Ollama
Ollama runs open-source LLMs locally on your machine. It exposes an OpenAI-compatible API at localhost:11434, which AgentXchain connects to via the api_proxy adapter.
Which adapter?
api_proxy with provider: "ollama" — AgentXchain sends governed turn prompts to Ollama's local OpenAI-compatible endpoint.
Prerequisites
- Ollama installed (
brew install ollamaor download from ollama.com) - A model pulled (
ollama pull qwen3:32bor your preferred coding model) - Ollama server running (
ollama serve) agentxchainCLI installed
Configuration
{
"runtimes": {
"ollama-dev": {
"type": "api_proxy",
"provider": "ollama",
"model": "qwen3:32b",
"auth_env": "OLLAMA_API_KEY"
}
},
"roles": {
"dev": {
"runtime": "ollama-dev",
"mandate": "Implement features and fix bugs",
"authority": "proposed"
}
}
}
Auth note
Ollama doesn't require an API key by default.

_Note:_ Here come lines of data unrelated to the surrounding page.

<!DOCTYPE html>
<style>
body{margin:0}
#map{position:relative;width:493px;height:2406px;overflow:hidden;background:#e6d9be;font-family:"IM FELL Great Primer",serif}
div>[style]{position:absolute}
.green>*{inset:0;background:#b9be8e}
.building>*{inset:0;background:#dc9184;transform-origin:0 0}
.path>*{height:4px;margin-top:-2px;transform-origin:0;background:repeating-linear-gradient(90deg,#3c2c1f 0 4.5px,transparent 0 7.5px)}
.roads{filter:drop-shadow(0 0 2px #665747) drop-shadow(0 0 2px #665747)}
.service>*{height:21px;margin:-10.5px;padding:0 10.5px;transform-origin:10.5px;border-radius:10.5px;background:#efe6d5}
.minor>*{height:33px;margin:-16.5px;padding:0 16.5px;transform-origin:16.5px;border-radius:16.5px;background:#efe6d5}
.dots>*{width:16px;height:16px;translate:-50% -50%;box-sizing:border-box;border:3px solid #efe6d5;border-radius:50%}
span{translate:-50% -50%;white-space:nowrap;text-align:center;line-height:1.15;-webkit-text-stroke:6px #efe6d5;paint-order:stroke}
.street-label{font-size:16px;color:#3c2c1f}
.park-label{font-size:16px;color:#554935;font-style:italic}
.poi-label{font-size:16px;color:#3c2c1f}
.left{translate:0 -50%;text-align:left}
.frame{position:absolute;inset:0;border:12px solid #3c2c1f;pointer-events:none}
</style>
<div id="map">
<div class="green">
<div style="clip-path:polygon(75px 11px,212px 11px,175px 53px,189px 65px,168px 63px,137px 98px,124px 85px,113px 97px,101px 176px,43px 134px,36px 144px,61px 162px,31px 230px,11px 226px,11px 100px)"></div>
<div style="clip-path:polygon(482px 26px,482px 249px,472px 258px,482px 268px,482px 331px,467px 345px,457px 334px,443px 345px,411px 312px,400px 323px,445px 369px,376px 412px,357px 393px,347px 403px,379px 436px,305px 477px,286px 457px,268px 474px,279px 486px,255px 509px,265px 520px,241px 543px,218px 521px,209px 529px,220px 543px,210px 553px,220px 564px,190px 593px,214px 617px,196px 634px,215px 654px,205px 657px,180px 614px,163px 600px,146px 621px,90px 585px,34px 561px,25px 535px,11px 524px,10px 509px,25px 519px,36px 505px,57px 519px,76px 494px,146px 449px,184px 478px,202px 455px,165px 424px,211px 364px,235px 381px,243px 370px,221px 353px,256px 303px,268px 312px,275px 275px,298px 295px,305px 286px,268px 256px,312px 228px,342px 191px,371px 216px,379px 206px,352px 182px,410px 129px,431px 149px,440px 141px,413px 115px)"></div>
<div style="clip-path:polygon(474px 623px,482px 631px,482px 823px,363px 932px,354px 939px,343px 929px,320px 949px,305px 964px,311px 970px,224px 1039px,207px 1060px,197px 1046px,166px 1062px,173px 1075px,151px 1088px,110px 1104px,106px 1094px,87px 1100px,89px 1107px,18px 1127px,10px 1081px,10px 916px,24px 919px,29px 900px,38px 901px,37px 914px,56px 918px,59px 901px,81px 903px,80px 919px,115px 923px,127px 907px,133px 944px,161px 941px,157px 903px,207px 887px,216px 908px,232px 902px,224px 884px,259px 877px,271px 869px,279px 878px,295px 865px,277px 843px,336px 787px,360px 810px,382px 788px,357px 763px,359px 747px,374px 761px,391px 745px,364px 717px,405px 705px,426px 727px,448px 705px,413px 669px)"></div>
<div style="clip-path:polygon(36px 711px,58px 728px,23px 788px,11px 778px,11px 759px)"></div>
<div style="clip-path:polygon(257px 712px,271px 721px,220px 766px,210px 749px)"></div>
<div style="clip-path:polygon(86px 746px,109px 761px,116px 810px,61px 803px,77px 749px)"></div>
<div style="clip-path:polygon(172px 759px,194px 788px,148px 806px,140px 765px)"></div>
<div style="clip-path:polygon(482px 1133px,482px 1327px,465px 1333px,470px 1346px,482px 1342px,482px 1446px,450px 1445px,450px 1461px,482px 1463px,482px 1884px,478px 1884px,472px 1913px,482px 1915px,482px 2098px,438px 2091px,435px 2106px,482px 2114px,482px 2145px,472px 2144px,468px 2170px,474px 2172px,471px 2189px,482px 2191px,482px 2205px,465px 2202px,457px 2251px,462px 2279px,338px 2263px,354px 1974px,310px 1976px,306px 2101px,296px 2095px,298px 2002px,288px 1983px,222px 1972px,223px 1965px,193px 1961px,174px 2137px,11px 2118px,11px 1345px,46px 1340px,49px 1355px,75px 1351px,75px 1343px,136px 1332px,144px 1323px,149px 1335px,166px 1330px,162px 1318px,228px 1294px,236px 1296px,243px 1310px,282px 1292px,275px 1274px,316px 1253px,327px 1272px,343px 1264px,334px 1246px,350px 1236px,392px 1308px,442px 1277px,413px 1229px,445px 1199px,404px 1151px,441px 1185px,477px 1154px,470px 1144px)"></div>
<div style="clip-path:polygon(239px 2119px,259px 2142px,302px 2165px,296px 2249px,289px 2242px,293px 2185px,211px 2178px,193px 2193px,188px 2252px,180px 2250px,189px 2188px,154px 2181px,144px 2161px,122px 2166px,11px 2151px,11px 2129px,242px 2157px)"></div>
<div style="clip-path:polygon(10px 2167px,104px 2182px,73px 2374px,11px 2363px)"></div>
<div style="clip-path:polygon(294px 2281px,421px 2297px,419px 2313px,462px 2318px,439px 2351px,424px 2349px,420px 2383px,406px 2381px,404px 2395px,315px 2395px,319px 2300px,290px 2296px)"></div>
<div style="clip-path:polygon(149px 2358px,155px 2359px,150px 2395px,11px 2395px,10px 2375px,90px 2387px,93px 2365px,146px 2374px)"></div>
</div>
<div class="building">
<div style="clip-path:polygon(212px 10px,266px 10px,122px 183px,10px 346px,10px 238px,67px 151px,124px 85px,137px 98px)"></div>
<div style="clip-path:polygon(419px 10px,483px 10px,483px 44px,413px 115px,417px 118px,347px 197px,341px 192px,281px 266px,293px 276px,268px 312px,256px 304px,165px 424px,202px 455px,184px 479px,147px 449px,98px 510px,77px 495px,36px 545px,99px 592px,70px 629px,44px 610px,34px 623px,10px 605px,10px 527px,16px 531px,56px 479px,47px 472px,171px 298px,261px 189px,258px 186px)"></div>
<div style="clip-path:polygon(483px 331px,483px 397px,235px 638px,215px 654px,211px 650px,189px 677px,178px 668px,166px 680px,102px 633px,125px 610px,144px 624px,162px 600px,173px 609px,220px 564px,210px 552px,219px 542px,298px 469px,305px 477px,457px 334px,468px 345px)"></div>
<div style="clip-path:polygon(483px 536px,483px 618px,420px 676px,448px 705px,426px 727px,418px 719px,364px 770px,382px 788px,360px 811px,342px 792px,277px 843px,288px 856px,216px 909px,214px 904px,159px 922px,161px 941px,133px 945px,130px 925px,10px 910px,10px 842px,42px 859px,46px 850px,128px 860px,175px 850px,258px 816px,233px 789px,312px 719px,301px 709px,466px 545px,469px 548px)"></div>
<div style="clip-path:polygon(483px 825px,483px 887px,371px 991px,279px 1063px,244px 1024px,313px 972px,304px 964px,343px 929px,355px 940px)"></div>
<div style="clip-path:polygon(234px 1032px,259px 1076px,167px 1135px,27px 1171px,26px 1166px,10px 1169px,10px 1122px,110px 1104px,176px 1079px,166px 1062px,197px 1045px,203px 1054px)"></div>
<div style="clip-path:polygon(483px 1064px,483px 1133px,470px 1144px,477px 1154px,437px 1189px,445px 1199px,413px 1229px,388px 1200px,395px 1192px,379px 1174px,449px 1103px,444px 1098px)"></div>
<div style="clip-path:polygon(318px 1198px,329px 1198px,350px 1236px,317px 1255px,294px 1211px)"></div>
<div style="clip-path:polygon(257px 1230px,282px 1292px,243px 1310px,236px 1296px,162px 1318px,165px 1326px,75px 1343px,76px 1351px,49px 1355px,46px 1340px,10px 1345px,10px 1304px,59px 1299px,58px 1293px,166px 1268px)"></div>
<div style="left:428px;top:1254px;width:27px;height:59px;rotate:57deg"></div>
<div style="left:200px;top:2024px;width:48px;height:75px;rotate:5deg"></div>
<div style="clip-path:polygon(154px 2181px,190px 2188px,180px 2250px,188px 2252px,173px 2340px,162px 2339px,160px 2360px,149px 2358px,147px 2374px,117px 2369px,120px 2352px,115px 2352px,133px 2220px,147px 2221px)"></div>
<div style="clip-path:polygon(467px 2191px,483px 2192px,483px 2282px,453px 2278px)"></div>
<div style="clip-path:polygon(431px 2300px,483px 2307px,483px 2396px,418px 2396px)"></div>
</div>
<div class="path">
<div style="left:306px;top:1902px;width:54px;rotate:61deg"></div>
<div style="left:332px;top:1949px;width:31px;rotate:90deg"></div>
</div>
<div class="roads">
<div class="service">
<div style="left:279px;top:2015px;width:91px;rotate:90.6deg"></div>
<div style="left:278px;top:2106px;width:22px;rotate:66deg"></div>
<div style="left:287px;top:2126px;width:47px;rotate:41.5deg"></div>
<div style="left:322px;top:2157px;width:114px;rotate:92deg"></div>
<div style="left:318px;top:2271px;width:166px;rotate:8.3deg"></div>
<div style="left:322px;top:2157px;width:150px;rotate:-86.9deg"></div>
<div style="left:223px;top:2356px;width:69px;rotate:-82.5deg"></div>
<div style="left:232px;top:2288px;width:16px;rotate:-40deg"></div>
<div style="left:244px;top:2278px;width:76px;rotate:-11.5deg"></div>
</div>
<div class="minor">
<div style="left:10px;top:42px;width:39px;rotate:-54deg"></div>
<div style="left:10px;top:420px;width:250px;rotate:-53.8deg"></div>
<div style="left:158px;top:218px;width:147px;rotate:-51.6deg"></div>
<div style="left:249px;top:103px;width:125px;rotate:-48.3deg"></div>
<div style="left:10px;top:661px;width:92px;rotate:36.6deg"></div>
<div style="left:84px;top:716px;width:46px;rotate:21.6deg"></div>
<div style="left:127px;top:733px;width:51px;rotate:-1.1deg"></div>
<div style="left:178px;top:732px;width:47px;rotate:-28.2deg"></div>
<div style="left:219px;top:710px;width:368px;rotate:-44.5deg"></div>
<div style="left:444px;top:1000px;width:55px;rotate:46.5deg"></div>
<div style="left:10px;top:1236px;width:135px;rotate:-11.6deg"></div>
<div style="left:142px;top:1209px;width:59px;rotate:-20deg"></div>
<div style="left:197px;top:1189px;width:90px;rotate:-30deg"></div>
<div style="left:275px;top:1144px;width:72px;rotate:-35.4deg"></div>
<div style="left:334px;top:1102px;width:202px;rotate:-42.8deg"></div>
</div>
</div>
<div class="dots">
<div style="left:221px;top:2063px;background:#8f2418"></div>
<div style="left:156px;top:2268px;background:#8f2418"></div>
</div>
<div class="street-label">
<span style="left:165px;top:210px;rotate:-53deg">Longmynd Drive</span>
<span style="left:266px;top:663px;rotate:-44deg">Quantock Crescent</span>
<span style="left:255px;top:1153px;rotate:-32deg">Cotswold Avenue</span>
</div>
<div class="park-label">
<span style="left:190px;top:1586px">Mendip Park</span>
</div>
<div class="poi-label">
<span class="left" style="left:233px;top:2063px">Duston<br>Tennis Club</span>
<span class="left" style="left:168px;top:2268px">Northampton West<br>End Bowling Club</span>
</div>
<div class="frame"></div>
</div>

Set a dummy value:
export OLLAMA_API_KEY="ollama"
The auth_env field is required by the adapter contract, but Ollama ignores the value.
Recommended coding models
| Model | Size | Best for |
|---|---|---|
qwen3-coder:32b | 32B | Best local coding model |
deepseek-coder-v3:33b | 33B | Strong code generation |
codestral:22b | 22B | Fast Mistral coding model |
llama4-scout:17b | 17B | Meta's efficient coding model |
Verify the connection
ollama serve & # ensure server is running
export OLLAMA_API_KEY="ollama"
agentxchain connector check
agentxchain connector validate ollama-dev
Minimal working example
ollama pull qwen3:32b
ollama serve &
export OLLAMA_API_KEY="ollama"
agentxchain init --governed --template cli-tool --goal "Build a file renamer" --dir my-project -y
cd my-project
# Replace the scaffolded runtime wiring in agentxchain.json with the Ollama config above.
agentxchain doctor
agentxchain connector check
agentxchain connector validate ollama-dev
agentxchain run
Or use the guided interactive path (prompts for template, name, goal, and folder), then update agentxchain.json with the Ollama config above before agentxchain connector check and agentxchain connector validate ollama-dev:
agentxchain init --governed
Custom endpoint
If Ollama runs on a different host or port:
{
"runtimes": {
"ollama-remote": {
"type": "api_proxy",
"provider": "ollama",
"model": "qwen3:32b",
"auth_env": "OLLAMA_API_KEY",
"base_url": "http://192.168.1.100:11434/v1/chat/completions"
}
}
}
Gotchas
- Model size vs. quality: Larger models produce better governed turn results but are slower. For QA/review roles, smaller models (7B-14B) may suffice. For implementation roles, use 32B+ models.
- Context window: Most Ollama models have 4K-32K context windows. AgentXchain dispatch bundles can be large. Check your model's context limit and set
budget.max_tokens_per_turnaccordingly. - No internet required: Ollama runs entirely locally. This is ideal for air-gapped environments or privacy-sensitive codebases.
- GPU memory: Ensure you have enough VRAM for your chosen model. 32B models typically need 20GB+ VRAM.